> _TASK TO CARRY OUT_
If an entry holds a picture, skip the picture but copy everything else exactly.

> _INFORMATION SUPPLIED_
◇ ◇ ◇ ◇ ◇ ◇ ◇

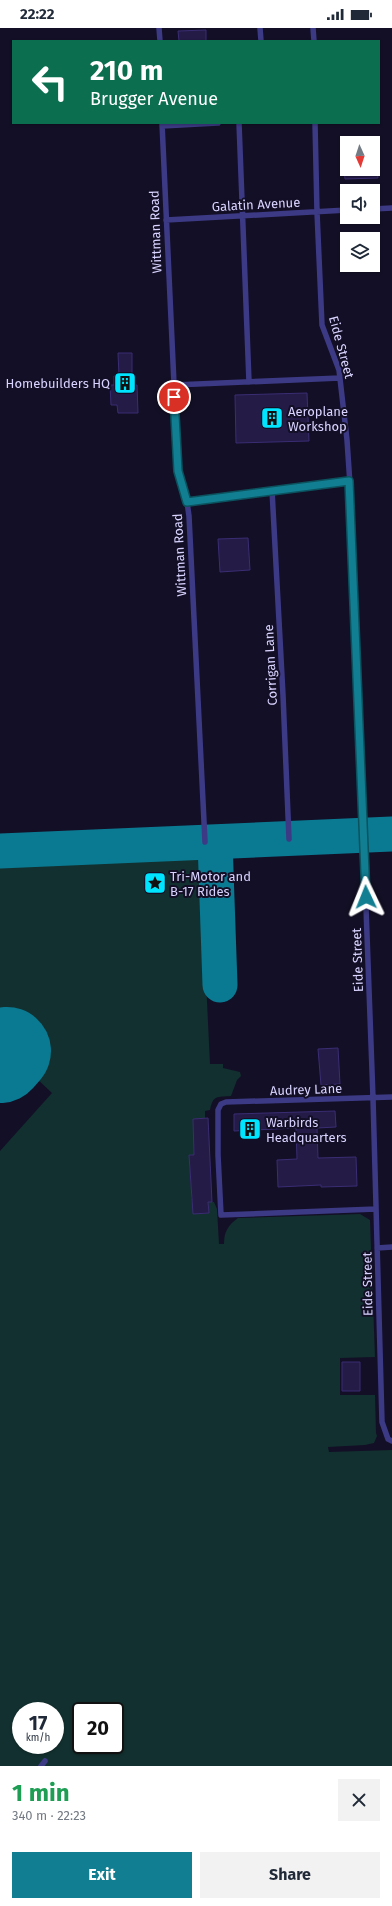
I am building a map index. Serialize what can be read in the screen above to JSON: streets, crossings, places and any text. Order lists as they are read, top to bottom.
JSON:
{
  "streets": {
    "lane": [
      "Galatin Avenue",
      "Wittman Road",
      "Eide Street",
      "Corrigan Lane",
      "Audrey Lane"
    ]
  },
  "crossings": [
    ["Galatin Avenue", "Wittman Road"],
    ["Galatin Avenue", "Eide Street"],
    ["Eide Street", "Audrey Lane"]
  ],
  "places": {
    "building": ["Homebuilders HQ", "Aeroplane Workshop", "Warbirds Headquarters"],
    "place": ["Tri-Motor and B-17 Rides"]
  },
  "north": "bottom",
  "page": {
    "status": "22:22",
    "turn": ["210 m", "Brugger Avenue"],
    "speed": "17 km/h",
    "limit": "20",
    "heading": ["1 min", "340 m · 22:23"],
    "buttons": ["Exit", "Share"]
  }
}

◇ ◇ ◇ ◇ ◇ ◇ ◇

> _TASK RESULT_
I am building a map index. Serialize what can be read in the screen above to JSON: streets, crossings, places and any text. Order lists as they are read, top to bottom.
JSON:
{
  "streets": {
    "lane": [
      "Galatin Avenue",
      "Wittman Road",
      "Eide Street",
      "Corrigan Lane",
      "Audrey Lane"
    ]
  },
  "crossings": [
    ["Galatin Avenue", "Wittman Road"],
    ["Galatin Avenue", "Eide Street"],
    ["Eide Street", "Audrey Lane"]
  ],
  "places": {
    "building": ["Homebuilders HQ", "Aeroplane Workshop", "Warbirds Headquarters"],
    "place": ["Tri-Motor and B-17 Rides"]
  },
  "north": "bottom",
  "page": {
    "status": "22:22",
    "turn": ["210 m", "Brugger Avenue"],
    "speed": "17 km/h",
    "limit": "20",
    "heading": ["1 min", "340 m · 22:23"],
    "buttons": ["Exit", "Share"]
  }
}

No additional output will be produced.